* EXERCISE REQUIREMENTS *
Every record must be transcribed in its entirety, apart from the images, which are to be omitted.

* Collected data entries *

---

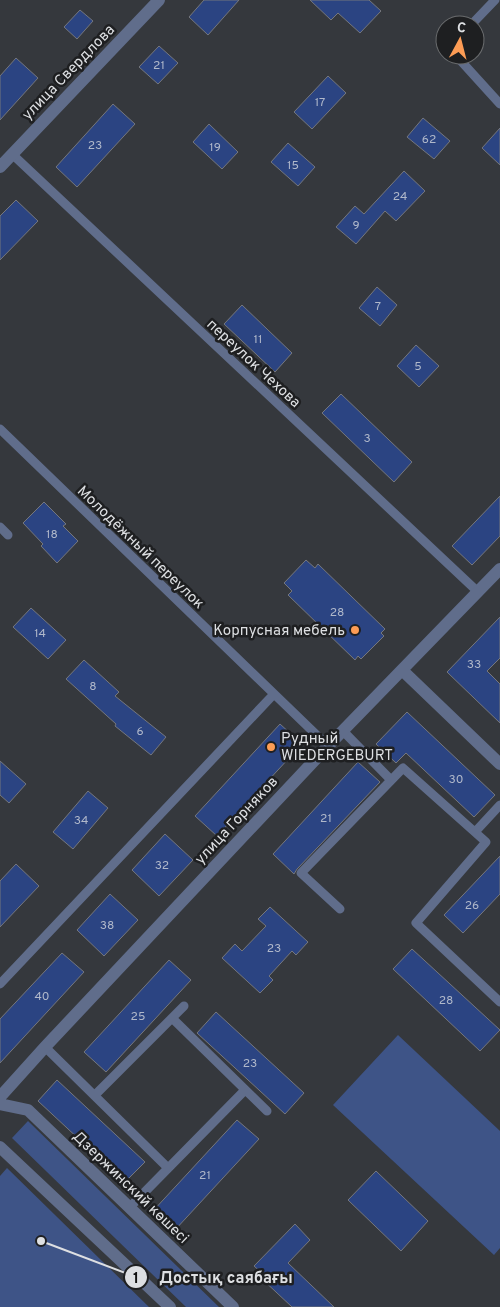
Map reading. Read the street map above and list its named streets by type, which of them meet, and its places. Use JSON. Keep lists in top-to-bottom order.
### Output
{
  "streets": {
    "street": ["улица Свердлова", "улица Горняков", "Дзержинский көшесі"],
    "lane": ["переулок Чехова", "Молодёжный переулок"]
  },
  "crossings": [
    ["улица Свердлова", "переулок Чехова"],
    ["переулок Чехова", "улица Горняков"],
    ["Молодёжный переулок", "улица Горняков"]
  ],
  "places": ["Корпусная мебель", "Рудный WIEDERGEBURT", "Достық саябағы"],
  "house_numbers": [
    "21",
    "17",
    "62",
    "23",
    "19",
    "15",
    "24",
    "9",
    "7",
    "11",
    "5",
    "3",
    "18",
    "28",
    "14",
    "33",
    "8",
    "6",
    "30",
    "21",
    "34",
    "32",
    "26",
    "38",
    "23",
    "40",
    "28",
    "25",
    "23",
    "21"
  ],
  "north": "top"
}
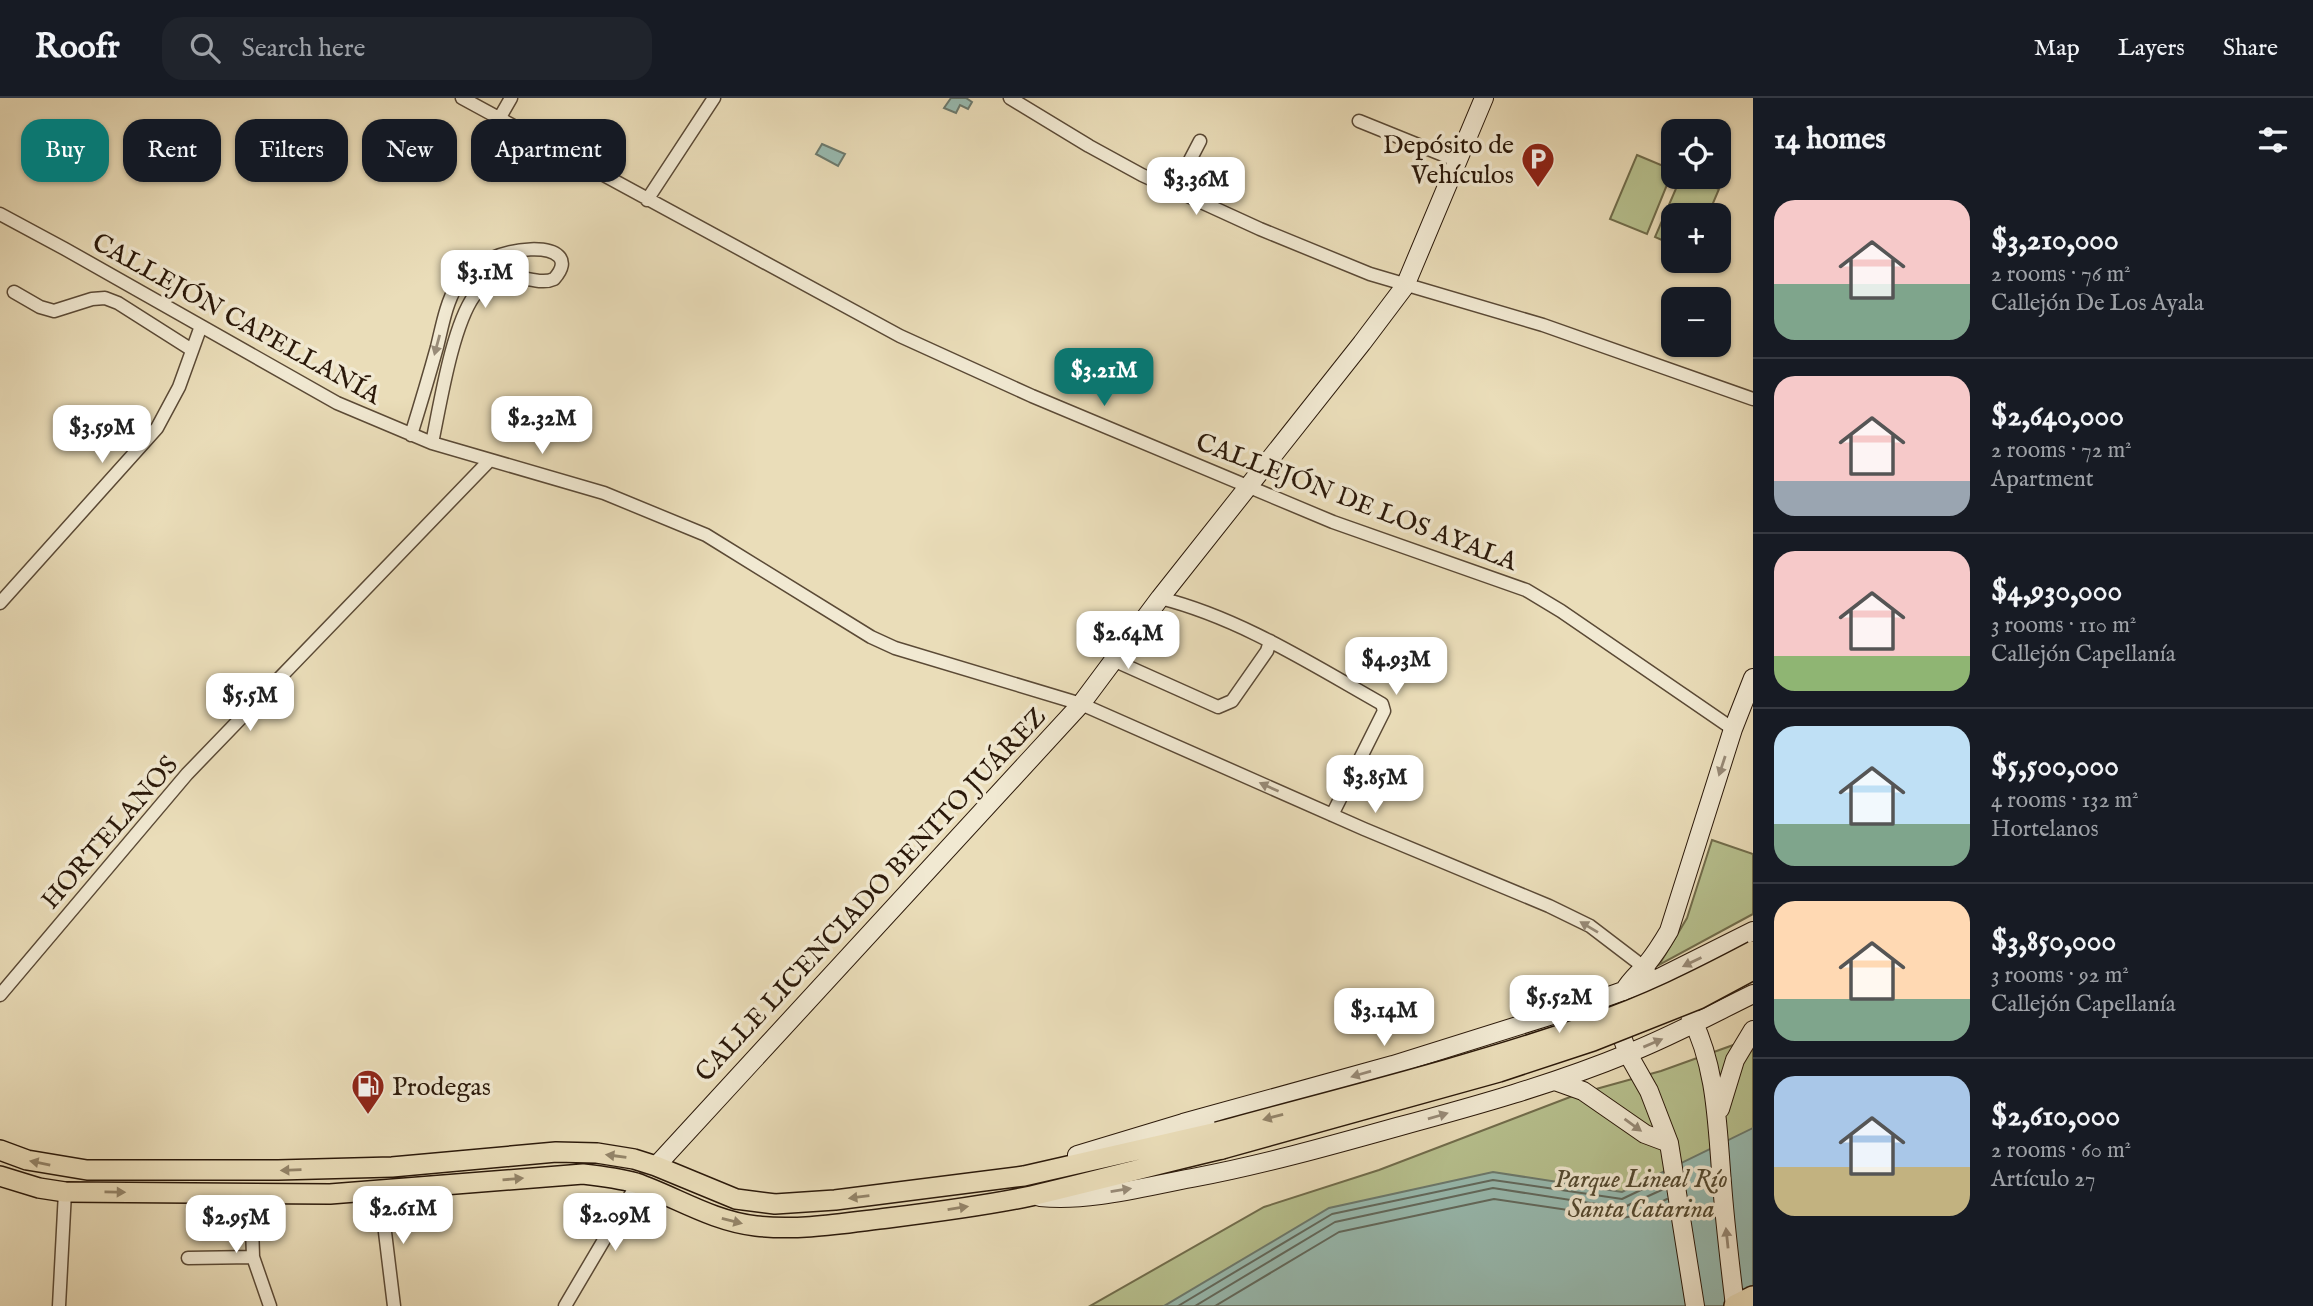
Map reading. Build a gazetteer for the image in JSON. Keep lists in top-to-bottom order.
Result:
{
  "streets": {
    "street": [
      "CALLEJÓN CAPELLANÍA",
      "CALLEJÓN DE LOS AYALA",
      "HORTELANOS",
      "CALLE LICENCIADO BENITO JUÁREZ"
    ]
  },
  "crossings": [
    ["CALLEJÓN CAPELLANÍA", "HORTELANOS"],
    ["CALLEJÓN CAPELLANÍA", "CALLE LICENCIADO BENITO JUÁREZ"],
    ["CALLEJÓN DE LOS AYALA", "CALLE LICENCIADO BENITO JUÁREZ"]
  ],
  "parks": ["Parque Lineal Río Santa Catarina"],
  "places": {
    "parking": ["Depósito de Vehículos"],
    "fuel station": ["Prodegas"]
  },
  "page": {
    "header": "Roofr",
    "search": "Search here",
    "nav": ["Map", "Layers", "Share"],
    "heading": "14 homes",
    "map_buttons": ["+", "−"],
    "chip": [
      "Buy",
      "Rent",
      "Filters",
      "New",
      "Apartment"
    ],
    "price": [
      "$3.36M",
      "$3.1M",
      "$3.21M",
      "$2.32M",
      "$3.59M",
      "$2.64M",
      "$4.93M",
      "$5.5M",
      "$3.85M",
      "$5.52M",
      "$3.14M",
      "$2.61M",
      "$2.09M",
      "$2.95M"
    ],
    "list": [
      {
        "name": "$3,210,000",
        "note": "2 rooms · 76 m² · Callejón De Los Ayala"
      },
      {
        "name": "$2,640,000",
        "note": "2 rooms · 72 m² · Apartment"
      },
      {
        "name": "$4,930,000",
        "note": "3 rooms · 110 m² · Callejón Capellanía"
      },
      {
        "name": "$5,500,000",
        "note": "4 rooms · 132 m² · Hortelanos"
      },
      {
        "name": "$3,850,000",
        "note": "3 rooms · 92 m² · Callejón Capellanía"
      },
      {
        "name": "$2,610,000",
        "note": "2 rooms · 60 m² · Artículo 27"
      }
    ]
  }
}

---

* SOLUTION BELOW *
Map reading. Read the street map above and list its named streets by type, which of them meet, and its places. Use JSON. Keep lists in top-to-bottom order.
### Output
{
  "streets": {
    "street": ["улица Свердлова", "улица Горняков", "Дзержинский көшесі"],
    "lane": ["переулок Чехова", "Молодёжный переулок"]
  },
  "crossings": [
    ["улица Свердлова", "переулок Чехова"],
    ["переулок Чехова", "улица Горняков"],
    ["Молодёжный переулок", "улица Горняков"]
  ],
  "places": ["Корпусная мебель", "Рудный WIEDERGEBURT", "Достық саябағы"],
  "house_numbers": [
    "21",
    "17",
    "62",
    "23",
    "19",
    "15",
    "24",
    "9",
    "7",
    "11",
    "5",
    "3",
    "18",
    "28",
    "14",
    "33",
    "8",
    "6",
    "30",
    "21",
    "34",
    "32",
    "26",
    "38",
    "23",
    "40",
    "28",
    "25",
    "23",
    "21"
  ],
  "north": "top"
}
Map reading. Build a gazetteer for the image in JSON. Keep lists in top-to-bottom order.
Result:
{
  "streets": {
    "street": [
      "CALLEJÓN CAPELLANÍA",
      "CALLEJÓN DE LOS AYALA",
      "HORTELANOS",
      "CALLE LICENCIADO BENITO JUÁREZ"
    ]
  },
  "crossings": [
    ["CALLEJÓN CAPELLANÍA", "HORTELANOS"],
    ["CALLEJÓN CAPELLANÍA", "CALLE LICENCIADO BENITO JUÁREZ"],
    ["CALLEJÓN DE LOS AYALA", "CALLE LICENCIADO BENITO JUÁREZ"]
  ],
  "parks": ["Parque Lineal Río Santa Catarina"],
  "places": {
    "parking": ["Depósito de Vehículos"],
    "fuel station": ["Prodegas"]
  },
  "page": {
    "header": "Roofr",
    "search": "Search here",
    "nav": ["Map", "Layers", "Share"],
    "heading": "14 homes",
    "map_buttons": ["+", "−"],
    "chip": [
      "Buy",
      "Rent",
      "Filters",
      "New",
      "Apartment"
    ],
    "price": [
      "$3.36M",
      "$3.1M",
      "$3.21M",
      "$2.32M",
      "$3.59M",
      "$2.64M",
      "$4.93M",
      "$5.5M",
      "$3.85M",
      "$5.52M",
      "$3.14M",
      "$2.61M",
      "$2.09M",
      "$2.95M"
    ],
    "list": [
      {
        "name": "$3,210,000",
        "note": "2 rooms · 76 m² · Callejón De Los Ayala"
      },
      {
        "name": "$2,640,000",
        "note": "2 rooms · 72 m² · Apartment"
      },
      {
        "name": "$4,930,000",
        "note": "3 rooms · 110 m² · Callejón Capellanía"
      },
      {
        "name": "$5,500,000",
        "note": "4 rooms · 132 m² · Hortelanos"
      },
      {
        "name": "$3,850,000",
        "note": "3 rooms · 92 m² · Callejón Capellanía"
      },
      {
        "name": "$2,610,000",
        "note": "2 rooms · 60 m² · Artículo 27"
      }
    ]
  }
}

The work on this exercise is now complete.